• _Task statement_
From the data below, tally each line that has "stream" in it, then give that tally without comment.

• _Extracted material_
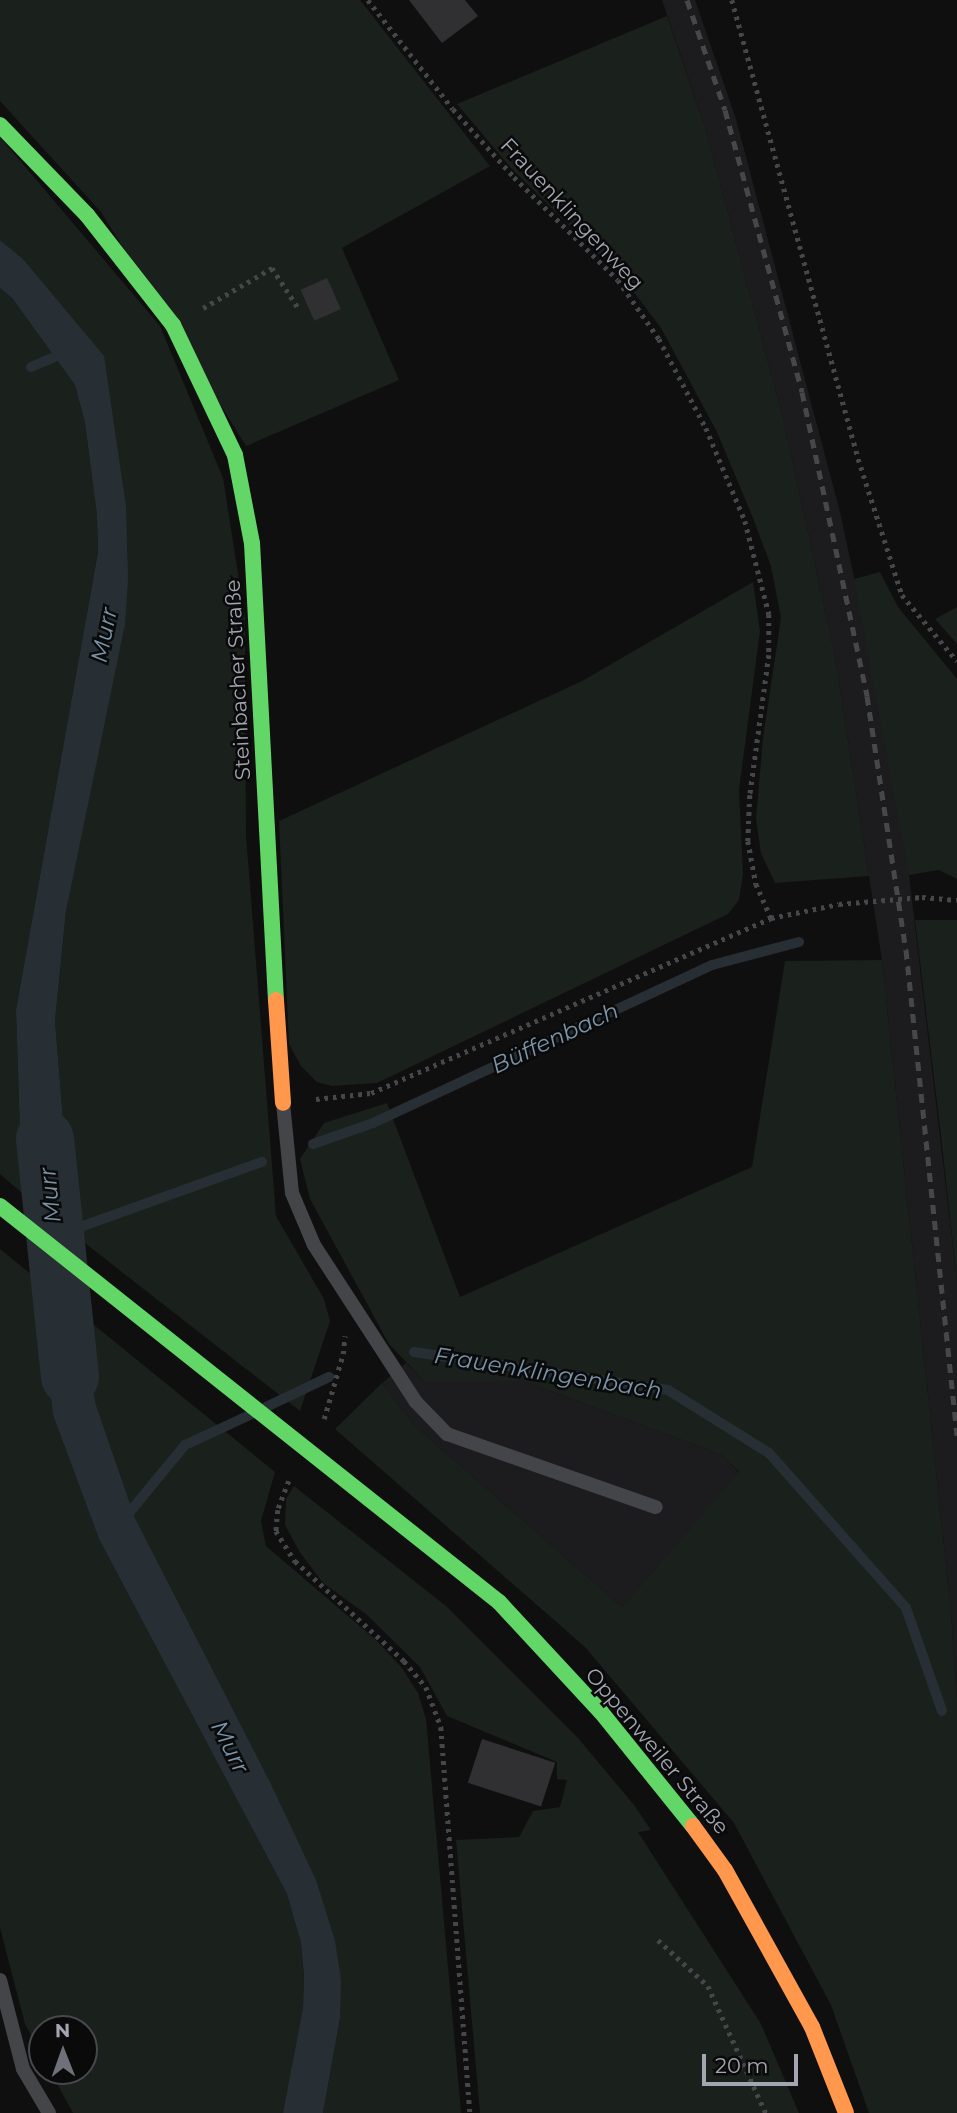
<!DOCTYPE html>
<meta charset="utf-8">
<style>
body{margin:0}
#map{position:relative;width:957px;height:2113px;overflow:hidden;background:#0f0f10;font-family:Montserrat,sans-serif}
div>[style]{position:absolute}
.built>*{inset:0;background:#1c1c1e}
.green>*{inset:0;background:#1a201b}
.water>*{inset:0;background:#282f34}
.stream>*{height:10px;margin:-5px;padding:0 5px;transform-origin:5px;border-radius:5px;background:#282f34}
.river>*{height:58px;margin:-29px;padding:0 29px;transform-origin:29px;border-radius:29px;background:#282f34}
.building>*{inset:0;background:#303032;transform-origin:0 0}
.path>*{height:4.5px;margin-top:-2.25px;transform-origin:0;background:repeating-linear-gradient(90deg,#46474a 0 3.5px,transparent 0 8.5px)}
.lane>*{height:14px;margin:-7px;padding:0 7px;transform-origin:7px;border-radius:7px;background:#444549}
.fast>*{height:16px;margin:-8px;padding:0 8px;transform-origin:8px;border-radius:8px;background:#63d668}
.slow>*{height:16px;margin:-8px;padding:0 8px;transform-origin:8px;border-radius:8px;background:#ff974d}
.rail>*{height:5px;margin-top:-2.5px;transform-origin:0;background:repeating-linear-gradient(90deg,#464749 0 9px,transparent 0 16px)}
span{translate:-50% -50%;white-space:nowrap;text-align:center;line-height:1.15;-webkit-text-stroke:5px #0a0a0b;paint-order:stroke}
.street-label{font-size:21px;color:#a1a6b0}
.water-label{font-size:23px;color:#7a94aa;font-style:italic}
.north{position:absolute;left:28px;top:2015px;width:70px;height:70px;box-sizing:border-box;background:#0a0a0b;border:2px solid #46484d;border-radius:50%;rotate:359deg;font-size:19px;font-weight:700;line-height:28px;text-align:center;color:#a1a6b0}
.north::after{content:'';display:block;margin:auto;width:24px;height:32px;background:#6e7178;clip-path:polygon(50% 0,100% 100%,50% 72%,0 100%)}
.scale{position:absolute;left:702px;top:2054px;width:96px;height:32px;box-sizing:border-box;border:4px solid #a1a6b0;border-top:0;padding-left:9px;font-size:21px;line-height:24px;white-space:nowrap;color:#a1a6b0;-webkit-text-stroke:5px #0a0a0b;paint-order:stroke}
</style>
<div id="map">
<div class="built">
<i style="clip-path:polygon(662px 0,695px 0,736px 119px,840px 512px,870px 651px,905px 841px,957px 1281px,957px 1699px,951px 1613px,882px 960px,835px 656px,783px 418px,706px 131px)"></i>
<i style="clip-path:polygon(406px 1363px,424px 1381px,524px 1381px,722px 1455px,739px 1473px,622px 1607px,414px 1425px,382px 1383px)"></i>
</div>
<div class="green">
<i style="clip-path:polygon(0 0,360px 0,490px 166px,342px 248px,399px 380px,246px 446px,101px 212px,0 101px)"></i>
<i style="clip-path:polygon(667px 16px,706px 131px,783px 418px,835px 656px,869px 876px,775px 883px,761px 853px,756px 819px,763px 738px,781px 618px,771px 566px,753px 518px,717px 432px,661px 328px,624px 279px,511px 168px,457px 104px)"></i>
<i style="clip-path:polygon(0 137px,160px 326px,223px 478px,245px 618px,246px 835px,276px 1216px,324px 1299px,330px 1321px,300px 1411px,72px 1233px,55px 1021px,66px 911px,126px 507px,22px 258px,0 240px)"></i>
<i style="clip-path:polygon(0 288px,12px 298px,75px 385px,85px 423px,97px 515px,98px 552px,16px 1010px,22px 1193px,0 1174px)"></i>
<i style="clip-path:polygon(880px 572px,898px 607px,957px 679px,957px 879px,939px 870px,909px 875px,854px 579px)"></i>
<i style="clip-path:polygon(753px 582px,760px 631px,739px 790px,743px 874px,739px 900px,728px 914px,377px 1083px,332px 1086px,317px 1082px,301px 1066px,289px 1044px,279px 821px,582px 681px)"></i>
<i style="clip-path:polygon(957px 607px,957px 644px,935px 619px)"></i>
<i style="clip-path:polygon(915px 920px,957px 920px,957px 1281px,941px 1136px)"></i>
<i style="clip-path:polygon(882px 960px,951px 1613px,957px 1699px,957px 2113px,869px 2113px,831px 2005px,734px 1823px,585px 1647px,335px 1429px,382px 1383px,414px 1425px,622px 1607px,739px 1472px,722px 1455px,524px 1381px,424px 1381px,389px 1344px,310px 1199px,300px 1159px,324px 1123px,387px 1103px,460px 1297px,752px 1167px,785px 961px)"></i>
<i style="clip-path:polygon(0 1249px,37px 1279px,53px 1415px,99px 1539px,287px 1894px,301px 1943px,304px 1976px,303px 2007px,283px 2113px,73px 2113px,50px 2071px,84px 2071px,84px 2029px,42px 2029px,42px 2055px,25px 2024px,0 1928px)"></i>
<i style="clip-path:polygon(78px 1312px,275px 1472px,261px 1521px,266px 1546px,376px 1640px,402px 1668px,418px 1693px,426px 1719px,461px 2113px,323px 2113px,340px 2018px,269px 1780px,135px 1518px,96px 1405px)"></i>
<i style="clip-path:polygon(294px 1486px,446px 1606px,578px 1738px,634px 1805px,651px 1830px,638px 1832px,761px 2024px,799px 2113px,480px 2113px,456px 1840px,519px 1837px,533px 1811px,560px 1807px,567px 1780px,557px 1779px,557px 1762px,447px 1716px,420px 1667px,366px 1614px,323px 1583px,299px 1551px,285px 1525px,286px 1499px)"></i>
</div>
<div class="water">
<i style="clip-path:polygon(0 240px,22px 258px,104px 356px,126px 507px,128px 580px,125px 624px,66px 911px,55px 1021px,72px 1233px,22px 1193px,16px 1010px,98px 552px,97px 515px,85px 423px,75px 385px,12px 298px,0 288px)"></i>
<i style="clip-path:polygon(37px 1279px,78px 1312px,96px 1405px,135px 1518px,269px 1780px,316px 1880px,335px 1941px,341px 1980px,340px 2018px,323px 2113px,283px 2113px,303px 2007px,304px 1976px,301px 1943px,287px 1894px,99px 1539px,53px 1415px)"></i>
</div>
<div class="stream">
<i style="left:31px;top:367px;width:38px;rotate:-23deg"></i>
<i style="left:313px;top:1144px;width:64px;rotate:-19.3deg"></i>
<i style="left:373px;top:1123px;width:374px;rotate:-25deg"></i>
<i style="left:712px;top:965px;width:90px;rotate:-14.8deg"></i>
<i style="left:55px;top:1236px;width:220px;rotate:-19.7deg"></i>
<i style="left:414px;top:1352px;width:257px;rotate:8.5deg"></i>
<i style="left:668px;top:1390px;width:119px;rotate:32deg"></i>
<i style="left:769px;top:1453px;width:207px;rotate:48.5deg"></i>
<i style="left:906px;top:1608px;width:109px;rotate:70.7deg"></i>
<i style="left:266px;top:1407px;width:70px;rotate:-25.5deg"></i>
<i style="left:124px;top:1519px;width:96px;rotate:-50.5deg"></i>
<i style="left:185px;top:1445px;width:72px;rotate:-24.8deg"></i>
</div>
<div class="river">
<i style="left:45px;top:1139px;width:239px;rotate:84deg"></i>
</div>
<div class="building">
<i style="clip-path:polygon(409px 0,465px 0,478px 16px,442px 43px)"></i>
<i style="left:327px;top:278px;width:34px;height:29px;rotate:66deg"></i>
<i style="left:482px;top:1739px;width:77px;height:46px;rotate:18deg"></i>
</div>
<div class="path">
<i style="left:368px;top:0;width:138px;rotate:52.1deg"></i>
<i style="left:453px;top:109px;width:91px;rotate:48.1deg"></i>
<i style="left:514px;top:177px;width:146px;rotate:44.7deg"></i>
<i style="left:618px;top:280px;width:72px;rotate:55.2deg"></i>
<i style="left:659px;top:339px;width:101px;rotate:62.2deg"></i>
<i style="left:706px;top:428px;width:101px;rotate:67.2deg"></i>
<i style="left:745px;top:521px;width:96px;rotate:75.5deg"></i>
<i style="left:769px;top:614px;width:41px;rotate:90deg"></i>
<i style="left:769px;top:655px;width:141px;rotate:97.7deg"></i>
<i style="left:750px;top:795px;width:46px;rotate:92.5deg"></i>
<i style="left:748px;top:841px;width:44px;rotate:79.5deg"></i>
<i style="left:756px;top:884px;width:37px;rotate:66deg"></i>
<i style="left:732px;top:0;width:484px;rotate:74.6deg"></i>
<i style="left:861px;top:467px;width:134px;rotate:72.2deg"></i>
<i style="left:902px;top:595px;width:86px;rotate:50.2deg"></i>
<i style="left:203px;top:308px;width:80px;rotate:-30.1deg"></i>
<i style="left:272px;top:268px;width:49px;rotate:56.6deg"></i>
<i style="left:316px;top:1099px;width:55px;rotate:-6.2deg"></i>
<i style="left:371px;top:1093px;width:437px;rotate:-23.6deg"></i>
<i style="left:771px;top:918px;width:69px;rotate:-11.6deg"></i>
<i style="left:839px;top:904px;width:83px;rotate:-4.8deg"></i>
<i style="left:922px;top:897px;width:35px;rotate:5deg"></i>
<i style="left:324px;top:1419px;width:68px;rotate:-73.7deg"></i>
<i style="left:343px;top:1354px;width:18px;rotate:-84deg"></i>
<i style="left:289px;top:1481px;width:31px;rotate:111deg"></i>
<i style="left:278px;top:1510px;width:21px;rotate:95deg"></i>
<i style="left:276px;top:1531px;width:36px;rotate:58deg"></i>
<i style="left:295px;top:1561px;width:148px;rotate:42.5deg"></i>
<i style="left:404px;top:1661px;width:34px;rotate:50deg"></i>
<i style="left:426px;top:1687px;width:43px;rotate:69.4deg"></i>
<i style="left:441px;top:1727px;width:387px;rotate:85.7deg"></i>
<i style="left:658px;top:1940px;width:68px;rotate:42.6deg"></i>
<i style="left:708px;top:1986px;width:140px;rotate:65.5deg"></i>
</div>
<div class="lane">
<i style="left:283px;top:1103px;width:90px;rotate:84.3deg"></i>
<i style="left:292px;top:1193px;width:56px;rotate:67.1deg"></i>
<i style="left:314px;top:1245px;width:187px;rotate:57deg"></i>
<i style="left:416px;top:1402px;width:45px;rotate:45.9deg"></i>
<i style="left:447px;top:1434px;width:221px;rotate:19.3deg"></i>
<i style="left:0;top:1980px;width:92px;rotate:75.5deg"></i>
<i style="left:23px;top:2069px;width:51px;rotate:59.4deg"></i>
</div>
<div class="fast">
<i style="left:0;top:125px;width:125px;rotate:46deg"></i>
<i style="left:87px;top:215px;width:140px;rotate:52deg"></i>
<i style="left:173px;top:325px;width:144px;rotate:64.5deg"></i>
<i style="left:235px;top:455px;width:90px;rotate:79.1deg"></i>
<i style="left:252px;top:543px;width:458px;rotate:87deg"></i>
<i style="left:0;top:1206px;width:637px;rotate:38.44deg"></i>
<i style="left:499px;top:1602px;width:150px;rotate:47.2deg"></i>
<i style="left:601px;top:1712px;width:146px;rotate:51.1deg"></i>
</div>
<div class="slow">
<i style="left:276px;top:1000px;width:103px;rotate:86.1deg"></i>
<i style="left:693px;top:1826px;width:54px;rotate:54deg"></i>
<i style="left:725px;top:1870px;width:179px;rotate:61deg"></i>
<i style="left:812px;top:2027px;width:92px;rotate:68.4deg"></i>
</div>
<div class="rail">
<i style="left:687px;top:0;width:116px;rotate:70.9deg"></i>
<i style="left:725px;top:110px;width:292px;rotate:74.7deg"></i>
<i style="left:802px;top:392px;width:311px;rotate:77.9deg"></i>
<i style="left:867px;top:696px;width:257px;rotate:81.3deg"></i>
<i style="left:906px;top:950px;width:488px;rotate:84deg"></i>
</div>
<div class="street-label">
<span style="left:572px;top:214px;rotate:47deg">Frauenklingenweg</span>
<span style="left:238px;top:680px;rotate:-93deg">Steinbacher Straße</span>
<span style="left:657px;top:1751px;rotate:50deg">Oppenweiler Straße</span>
</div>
<div class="water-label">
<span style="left:104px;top:635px;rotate:-79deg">Murr</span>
<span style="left:555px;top:1038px;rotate:-25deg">Büffenbach</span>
<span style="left:50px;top:1195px;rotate:-96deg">Murr</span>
<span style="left:548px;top:1373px;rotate:9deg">Frauenklingenbach</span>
<span style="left:230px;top:1747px;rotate:63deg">Murr</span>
</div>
<div class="north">N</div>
<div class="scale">20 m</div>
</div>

• _Answer box_
2